## Task item
The answer must be every line from the entries below that includes "function".

■ ■ ■ ■ ■

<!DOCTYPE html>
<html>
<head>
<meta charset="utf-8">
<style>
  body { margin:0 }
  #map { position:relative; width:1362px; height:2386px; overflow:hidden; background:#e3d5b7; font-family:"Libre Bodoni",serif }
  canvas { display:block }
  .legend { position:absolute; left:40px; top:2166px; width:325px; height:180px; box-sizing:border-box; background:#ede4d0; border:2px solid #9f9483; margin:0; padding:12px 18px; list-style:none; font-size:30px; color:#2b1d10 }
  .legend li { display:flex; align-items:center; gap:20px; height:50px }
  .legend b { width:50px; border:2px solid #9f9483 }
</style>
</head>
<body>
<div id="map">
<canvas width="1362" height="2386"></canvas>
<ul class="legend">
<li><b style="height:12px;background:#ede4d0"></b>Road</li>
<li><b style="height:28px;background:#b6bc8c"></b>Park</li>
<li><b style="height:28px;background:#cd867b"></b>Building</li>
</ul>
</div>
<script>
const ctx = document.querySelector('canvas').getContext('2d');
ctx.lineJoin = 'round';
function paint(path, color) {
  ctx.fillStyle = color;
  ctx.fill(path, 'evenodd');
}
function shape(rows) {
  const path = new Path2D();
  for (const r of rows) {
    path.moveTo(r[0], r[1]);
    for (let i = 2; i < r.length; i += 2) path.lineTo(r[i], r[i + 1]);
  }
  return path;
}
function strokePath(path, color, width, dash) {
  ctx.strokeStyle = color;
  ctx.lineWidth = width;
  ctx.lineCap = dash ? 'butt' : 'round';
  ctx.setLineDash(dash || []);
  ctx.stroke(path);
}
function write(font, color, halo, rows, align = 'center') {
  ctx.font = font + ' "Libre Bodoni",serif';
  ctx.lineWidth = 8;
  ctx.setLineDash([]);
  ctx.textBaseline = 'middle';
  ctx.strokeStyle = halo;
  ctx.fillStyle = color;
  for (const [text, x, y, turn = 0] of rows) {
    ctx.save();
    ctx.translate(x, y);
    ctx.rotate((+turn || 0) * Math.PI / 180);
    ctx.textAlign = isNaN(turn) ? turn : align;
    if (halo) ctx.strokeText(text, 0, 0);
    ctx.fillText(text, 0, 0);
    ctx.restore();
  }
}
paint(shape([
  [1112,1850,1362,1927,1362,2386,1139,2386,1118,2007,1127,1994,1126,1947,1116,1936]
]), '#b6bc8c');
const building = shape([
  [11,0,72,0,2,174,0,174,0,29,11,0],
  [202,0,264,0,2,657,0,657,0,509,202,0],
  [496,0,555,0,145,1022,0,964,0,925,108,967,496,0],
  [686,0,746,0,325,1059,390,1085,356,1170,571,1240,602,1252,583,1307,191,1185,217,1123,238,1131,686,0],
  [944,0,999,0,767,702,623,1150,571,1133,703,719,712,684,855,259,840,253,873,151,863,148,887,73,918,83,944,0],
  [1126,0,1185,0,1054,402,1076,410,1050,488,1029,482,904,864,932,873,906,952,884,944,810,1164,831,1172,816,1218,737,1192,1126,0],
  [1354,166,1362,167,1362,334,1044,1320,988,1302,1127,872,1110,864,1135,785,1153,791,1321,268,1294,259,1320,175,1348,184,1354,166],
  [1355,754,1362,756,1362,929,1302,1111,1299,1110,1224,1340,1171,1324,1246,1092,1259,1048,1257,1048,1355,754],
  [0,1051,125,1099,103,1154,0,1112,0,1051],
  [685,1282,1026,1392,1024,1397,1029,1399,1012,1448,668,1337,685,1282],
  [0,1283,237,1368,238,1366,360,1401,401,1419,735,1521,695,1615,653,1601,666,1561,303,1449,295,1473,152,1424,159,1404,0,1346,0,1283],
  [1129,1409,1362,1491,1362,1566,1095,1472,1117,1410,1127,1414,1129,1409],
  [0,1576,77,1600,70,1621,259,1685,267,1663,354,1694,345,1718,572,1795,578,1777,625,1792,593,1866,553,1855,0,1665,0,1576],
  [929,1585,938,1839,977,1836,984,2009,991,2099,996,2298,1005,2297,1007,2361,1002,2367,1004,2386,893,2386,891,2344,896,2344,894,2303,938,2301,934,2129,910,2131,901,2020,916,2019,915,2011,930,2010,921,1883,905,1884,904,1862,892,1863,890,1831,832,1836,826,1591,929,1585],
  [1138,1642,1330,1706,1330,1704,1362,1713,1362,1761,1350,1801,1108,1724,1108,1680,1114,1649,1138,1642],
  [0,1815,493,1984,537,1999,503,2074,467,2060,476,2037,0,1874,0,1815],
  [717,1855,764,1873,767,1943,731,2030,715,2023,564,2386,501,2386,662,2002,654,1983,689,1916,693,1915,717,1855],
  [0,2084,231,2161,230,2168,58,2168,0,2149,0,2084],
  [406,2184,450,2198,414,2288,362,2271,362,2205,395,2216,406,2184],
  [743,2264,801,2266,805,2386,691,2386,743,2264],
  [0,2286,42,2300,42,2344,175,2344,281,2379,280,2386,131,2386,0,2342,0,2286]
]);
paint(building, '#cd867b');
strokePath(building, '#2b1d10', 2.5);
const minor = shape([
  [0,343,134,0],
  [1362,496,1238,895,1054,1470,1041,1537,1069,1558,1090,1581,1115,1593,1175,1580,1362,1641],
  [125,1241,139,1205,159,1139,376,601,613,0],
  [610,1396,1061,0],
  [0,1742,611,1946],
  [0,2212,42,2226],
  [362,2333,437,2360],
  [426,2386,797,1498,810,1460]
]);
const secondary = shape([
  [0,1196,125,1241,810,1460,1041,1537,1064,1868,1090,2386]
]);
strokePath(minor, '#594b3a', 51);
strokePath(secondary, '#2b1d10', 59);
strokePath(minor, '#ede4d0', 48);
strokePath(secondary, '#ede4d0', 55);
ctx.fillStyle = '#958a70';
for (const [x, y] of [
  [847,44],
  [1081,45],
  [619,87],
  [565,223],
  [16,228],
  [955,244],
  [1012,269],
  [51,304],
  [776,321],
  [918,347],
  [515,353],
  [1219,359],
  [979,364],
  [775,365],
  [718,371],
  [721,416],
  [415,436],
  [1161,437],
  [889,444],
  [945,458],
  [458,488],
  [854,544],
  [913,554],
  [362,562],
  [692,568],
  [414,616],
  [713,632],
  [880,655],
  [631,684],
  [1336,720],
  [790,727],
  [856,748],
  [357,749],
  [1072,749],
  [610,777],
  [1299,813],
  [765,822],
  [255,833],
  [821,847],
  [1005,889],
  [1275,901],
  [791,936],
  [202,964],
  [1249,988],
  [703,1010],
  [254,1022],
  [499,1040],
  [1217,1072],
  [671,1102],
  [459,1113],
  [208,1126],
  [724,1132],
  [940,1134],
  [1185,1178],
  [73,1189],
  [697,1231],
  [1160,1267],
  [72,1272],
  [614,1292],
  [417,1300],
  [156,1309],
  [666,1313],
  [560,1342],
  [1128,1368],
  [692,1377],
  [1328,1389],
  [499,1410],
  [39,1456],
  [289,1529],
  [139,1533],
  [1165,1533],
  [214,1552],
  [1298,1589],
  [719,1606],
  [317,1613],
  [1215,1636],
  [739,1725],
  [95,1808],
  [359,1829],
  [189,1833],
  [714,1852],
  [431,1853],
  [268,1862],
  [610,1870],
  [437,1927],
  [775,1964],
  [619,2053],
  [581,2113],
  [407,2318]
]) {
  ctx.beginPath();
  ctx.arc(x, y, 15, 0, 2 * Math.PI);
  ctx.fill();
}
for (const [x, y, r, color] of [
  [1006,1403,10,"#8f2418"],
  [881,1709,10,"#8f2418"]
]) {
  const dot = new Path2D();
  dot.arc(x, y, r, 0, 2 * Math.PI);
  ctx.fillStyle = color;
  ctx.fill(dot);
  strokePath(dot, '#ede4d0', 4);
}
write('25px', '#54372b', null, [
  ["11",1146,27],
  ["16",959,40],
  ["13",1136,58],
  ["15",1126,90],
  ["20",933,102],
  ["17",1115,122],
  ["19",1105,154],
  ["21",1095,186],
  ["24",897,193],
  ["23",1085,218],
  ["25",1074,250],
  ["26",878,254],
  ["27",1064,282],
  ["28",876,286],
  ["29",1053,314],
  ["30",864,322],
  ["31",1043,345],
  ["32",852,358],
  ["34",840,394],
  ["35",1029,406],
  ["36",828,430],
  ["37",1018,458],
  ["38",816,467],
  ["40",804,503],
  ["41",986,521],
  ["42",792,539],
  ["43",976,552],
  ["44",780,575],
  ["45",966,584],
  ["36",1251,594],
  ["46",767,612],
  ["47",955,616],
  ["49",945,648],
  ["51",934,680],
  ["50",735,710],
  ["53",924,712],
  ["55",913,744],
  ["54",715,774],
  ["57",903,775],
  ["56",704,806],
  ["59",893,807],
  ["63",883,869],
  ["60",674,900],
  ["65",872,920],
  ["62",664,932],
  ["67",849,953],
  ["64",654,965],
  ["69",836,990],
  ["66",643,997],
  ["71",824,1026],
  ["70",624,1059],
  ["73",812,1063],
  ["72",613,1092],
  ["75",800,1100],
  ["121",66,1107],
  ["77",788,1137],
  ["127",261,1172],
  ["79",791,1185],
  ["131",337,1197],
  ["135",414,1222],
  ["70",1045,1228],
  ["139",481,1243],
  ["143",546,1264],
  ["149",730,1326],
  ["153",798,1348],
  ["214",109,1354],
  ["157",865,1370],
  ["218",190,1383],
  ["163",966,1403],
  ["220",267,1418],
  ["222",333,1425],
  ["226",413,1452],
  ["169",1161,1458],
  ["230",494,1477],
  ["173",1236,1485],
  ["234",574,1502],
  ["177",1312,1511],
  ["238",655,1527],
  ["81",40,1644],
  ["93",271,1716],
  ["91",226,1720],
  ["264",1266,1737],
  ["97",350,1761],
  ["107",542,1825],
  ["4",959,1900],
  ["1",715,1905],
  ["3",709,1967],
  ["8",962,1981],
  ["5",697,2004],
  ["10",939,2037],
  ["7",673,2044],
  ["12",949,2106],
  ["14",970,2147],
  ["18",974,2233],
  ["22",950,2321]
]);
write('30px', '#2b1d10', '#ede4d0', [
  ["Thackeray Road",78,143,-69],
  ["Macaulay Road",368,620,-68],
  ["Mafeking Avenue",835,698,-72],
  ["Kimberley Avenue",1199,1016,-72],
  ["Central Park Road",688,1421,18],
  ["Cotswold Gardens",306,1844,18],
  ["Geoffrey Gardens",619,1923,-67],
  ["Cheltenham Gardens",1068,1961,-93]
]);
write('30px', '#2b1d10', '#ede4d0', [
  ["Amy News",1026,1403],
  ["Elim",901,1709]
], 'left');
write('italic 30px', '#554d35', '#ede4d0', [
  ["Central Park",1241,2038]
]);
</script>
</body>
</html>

■ ■ ■ ■ ■

## Result of the exercise
function paint(path, color) {
function shape(rows) {
function strokePath(path, color, width, dash) {
function write(font, color, halo, rows, align = 'center') {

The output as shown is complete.